## Task objective
Search the material for lines containing the word "weight", and copy each one.

## Input
------------------------
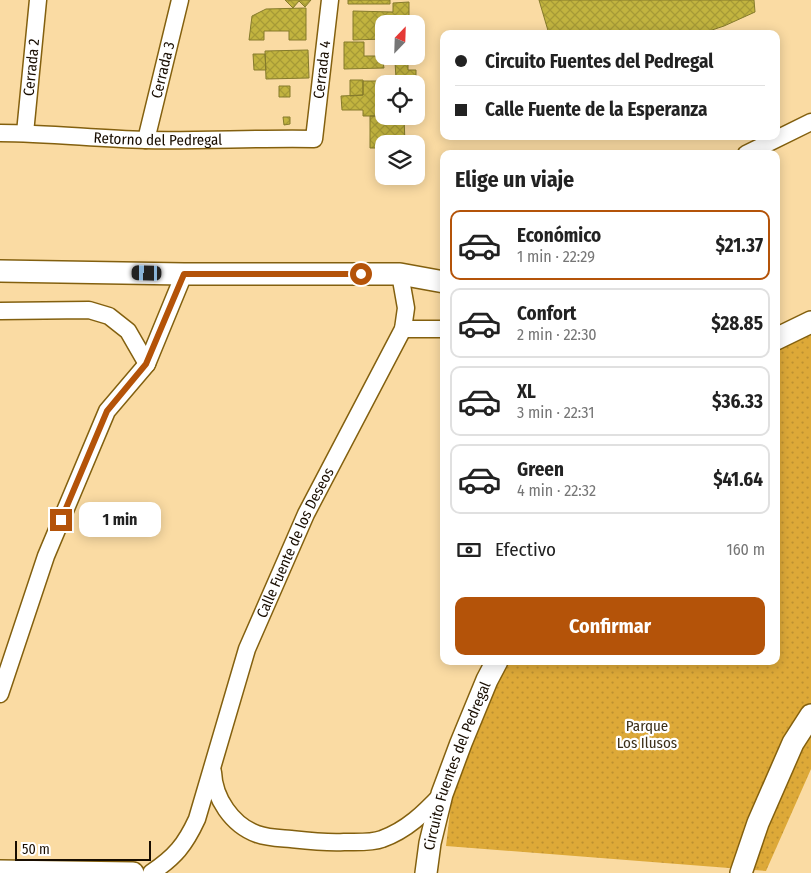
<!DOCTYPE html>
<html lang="es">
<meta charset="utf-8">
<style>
body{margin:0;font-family:"Fira Sans Condensed",sans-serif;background:#f6f6f6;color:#222;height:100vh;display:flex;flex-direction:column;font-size:19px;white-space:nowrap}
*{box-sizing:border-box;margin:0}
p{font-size:16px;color:#767676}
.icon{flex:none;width:28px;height:28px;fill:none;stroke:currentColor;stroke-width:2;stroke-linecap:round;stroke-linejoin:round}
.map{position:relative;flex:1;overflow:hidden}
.details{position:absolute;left:440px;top:150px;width:340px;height:515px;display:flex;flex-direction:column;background:#fff;border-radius:10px;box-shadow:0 2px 12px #0003}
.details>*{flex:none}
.guide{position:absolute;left:440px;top:30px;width:340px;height:110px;border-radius:10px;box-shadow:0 2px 12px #0003;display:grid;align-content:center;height:110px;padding:0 15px;background:#fff}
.needle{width:32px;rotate:23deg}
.fabs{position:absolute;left:375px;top:15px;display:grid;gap:10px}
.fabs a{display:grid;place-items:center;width:50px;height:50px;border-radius:10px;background:#fff;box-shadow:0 2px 12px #0003;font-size:25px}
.scale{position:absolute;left:15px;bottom:12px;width:136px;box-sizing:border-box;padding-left:5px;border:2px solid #180d00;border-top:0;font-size:14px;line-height:18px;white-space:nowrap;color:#180d00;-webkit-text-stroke:4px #fff;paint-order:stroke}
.end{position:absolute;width:22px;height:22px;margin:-11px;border:6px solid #b45309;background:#fff;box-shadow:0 0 0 2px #fff}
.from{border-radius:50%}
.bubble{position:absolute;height:35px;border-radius:10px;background:#fff;box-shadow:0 2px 12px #0003;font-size:16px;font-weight:700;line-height:35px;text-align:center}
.car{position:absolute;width:15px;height:30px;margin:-15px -8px;border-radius:6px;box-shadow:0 0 4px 1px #0007;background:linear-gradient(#222 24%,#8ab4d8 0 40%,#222 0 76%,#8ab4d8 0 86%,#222 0)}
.guide b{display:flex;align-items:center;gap:18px;height:48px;font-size:19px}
.guide b+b{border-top:1px solid #e0e0e0}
.guide i{width:12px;height:12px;background:#222}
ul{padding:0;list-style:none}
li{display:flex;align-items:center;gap:15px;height:70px;margin:0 10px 8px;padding:0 5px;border:2px solid #e0e0e0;border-radius:10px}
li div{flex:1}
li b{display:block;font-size:19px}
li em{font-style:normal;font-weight:700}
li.current{border-color:#b45309}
li>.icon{width:45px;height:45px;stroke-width:1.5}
h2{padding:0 15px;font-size:22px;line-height:60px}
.pay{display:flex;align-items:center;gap:12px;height:55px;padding:0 15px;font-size:19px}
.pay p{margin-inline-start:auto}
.cta{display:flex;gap:10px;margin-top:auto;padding:10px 15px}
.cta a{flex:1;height:58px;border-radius:10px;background:#b45309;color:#fff;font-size:20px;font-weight:700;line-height:58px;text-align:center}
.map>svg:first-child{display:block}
.green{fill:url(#green-dots)}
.building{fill:url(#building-cross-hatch);stroke:#857b2b}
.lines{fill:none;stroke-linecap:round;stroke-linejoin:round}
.minor-casing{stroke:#83600f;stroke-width:19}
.tertiary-casing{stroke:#83600f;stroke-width:24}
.minor{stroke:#fff;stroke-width:16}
.tertiary{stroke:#fff;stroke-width:21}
.route{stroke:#b45309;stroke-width:6}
.labels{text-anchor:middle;stroke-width:4.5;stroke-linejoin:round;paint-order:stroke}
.street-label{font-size:15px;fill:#180d00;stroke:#fff}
.park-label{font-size:15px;fill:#3c3019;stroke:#fff}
</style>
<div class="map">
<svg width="811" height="873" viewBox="0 0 811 873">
<defs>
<pattern id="green-dots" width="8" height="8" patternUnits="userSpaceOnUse" patternTransform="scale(1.25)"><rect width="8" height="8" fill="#dda938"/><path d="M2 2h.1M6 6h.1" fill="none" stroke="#bd9030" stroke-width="1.8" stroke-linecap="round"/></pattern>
<pattern id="building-cross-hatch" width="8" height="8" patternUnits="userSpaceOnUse" patternTransform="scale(1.25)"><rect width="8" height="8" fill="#c2b43f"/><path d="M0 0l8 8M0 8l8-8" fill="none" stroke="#a69a36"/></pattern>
</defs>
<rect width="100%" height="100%" fill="#fadba3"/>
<path class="green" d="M811 322V769L766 871 446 846 452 795 498 661H776V339Z"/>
<path class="building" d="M285 0H311L305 7 299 1 293 8Z
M348 0H390V4H348Z
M539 0H754L755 12 724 26 700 34H549Z
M409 2V22H398L397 24H384V39L353 40V11L393 12V3Z
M306 8V40H289V31H264V40H249L252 16 266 9Z
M344 42H364V56H376V43H384V56H408V70H416V82H405V78H396L395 62H383L384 68 344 69Z
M308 50 309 78 266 79 265 51Z
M253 54H265L266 70H254Z
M350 80H363V95L350 96Z
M363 81H400V84H384V116H363V110H342L341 96 363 95Z
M279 86H290V97H279Z
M370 116H404L405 144H384V148H370Z
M283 117H290V124L284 125Z"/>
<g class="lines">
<defs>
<g id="minor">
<path id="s1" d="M0 133C49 133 97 139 145 140 202 141 258 138 314 139L330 0"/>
<path id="s2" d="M25 133 38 0"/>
<path id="s3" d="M146 140 180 0"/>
<path d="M746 154 811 122"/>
<path d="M0 311 89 310 109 316 128 331 147 364"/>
<path d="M403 329H444"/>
<path d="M0 694 46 556 107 411 147 364 184 274"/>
<path d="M213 772C214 798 232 825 257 834 268 838 279 838 291 839 309 841 326 843 344 842 355 842 372 843 382 839 407 830 424 813 442 794"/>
<path id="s4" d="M151 873C175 857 185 845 197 819L247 649 306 514 403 329 406 308 400 274"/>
</g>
<g id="tertiary">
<path d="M0 271 184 274H400L444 282"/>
<path d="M776 339 811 322"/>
<path d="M0 871 133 873"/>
<path id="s5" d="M426 873 430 843 442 794 461 743 487 680 497 661"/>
<path d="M741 873 758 823 793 743 811 715"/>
</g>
</defs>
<use href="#minor" class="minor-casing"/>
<use href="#tertiary" class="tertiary-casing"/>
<use href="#minor" class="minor"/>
<use href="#tertiary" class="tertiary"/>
</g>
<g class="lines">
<path class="route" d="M61 520 107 411 146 364 184 274H361"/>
</g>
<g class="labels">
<g class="street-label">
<text dy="5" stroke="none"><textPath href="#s2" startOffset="66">Cerrada 2</textPath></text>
<text dy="5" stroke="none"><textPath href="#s3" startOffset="72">Cerrada 3</textPath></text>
<text dy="5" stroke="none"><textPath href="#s1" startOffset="384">Cerrada 4</textPath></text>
<text dy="5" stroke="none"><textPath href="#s1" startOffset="158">Retorno del Pedregal</textPath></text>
<text dy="5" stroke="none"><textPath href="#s4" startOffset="366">Calle Fuente de los Deseos</textPath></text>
<text dy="5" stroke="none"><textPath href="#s5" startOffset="112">Circuito Fuentes del Pedregal</textPath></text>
</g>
<g class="park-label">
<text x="647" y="731">Parque<tspan x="647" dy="17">Los Ilusos</tspan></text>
</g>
</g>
</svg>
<div class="fabs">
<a><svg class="needle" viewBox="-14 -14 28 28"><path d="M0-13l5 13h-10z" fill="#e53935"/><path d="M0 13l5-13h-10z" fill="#767676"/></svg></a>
<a><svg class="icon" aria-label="locate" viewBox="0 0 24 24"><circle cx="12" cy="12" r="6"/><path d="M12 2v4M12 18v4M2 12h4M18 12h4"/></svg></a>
<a><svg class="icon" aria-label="layers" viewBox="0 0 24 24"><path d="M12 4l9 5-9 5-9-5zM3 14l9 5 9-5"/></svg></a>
</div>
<div class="scale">50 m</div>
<i class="end from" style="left:361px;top:274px"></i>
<i class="end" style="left:61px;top:520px"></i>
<div class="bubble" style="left:79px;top:502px;width:82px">1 min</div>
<i class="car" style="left:147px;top:273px;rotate:271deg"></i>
<div class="guide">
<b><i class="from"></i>Circuito Fuentes del Pedregal</b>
<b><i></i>Calle Fuente de la Esperanza</b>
</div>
<section class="details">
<h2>Elige un viaje</h2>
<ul>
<li class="current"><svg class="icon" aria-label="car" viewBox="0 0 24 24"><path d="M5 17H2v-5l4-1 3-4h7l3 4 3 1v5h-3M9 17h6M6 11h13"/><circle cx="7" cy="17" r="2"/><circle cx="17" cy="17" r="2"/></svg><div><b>Económico</b><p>1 min · 22:29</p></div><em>$21.37</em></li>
<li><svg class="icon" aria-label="car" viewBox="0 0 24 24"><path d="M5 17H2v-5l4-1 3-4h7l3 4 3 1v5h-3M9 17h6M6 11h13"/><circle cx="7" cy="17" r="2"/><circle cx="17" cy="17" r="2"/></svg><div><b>Confort</b><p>2 min · 22:30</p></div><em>$28.85</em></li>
<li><svg class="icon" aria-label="car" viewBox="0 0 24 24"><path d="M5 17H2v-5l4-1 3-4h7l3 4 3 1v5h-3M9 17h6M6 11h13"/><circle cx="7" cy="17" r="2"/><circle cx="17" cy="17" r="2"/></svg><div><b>XL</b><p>3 min · 22:31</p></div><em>$36.33</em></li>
<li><svg class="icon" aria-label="car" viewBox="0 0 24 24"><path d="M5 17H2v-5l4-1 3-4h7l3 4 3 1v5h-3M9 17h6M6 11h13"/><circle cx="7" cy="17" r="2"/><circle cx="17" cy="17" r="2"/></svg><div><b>Green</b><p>4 min · 22:32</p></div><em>$41.64</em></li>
</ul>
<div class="pay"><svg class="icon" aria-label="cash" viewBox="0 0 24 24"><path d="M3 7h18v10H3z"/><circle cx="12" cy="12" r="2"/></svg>Efectivo<p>160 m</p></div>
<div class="cta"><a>Confirmar</a></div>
</section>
</div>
------------------------
## Worked solution
.bubble{position:absolute;height:35px;border-radius:10px;background:#fff;box-shadow:0 2px 12px #0003;font-size:16px;font-weight:700;line-height:35px;text-align:center}
li em{font-style:normal;font-weight:700}
.cta a{flex:1;height:58px;border-radius:10px;background:#b45309;color:#fff;font-size:20px;font-weight:700;line-height:58px;text-align:center}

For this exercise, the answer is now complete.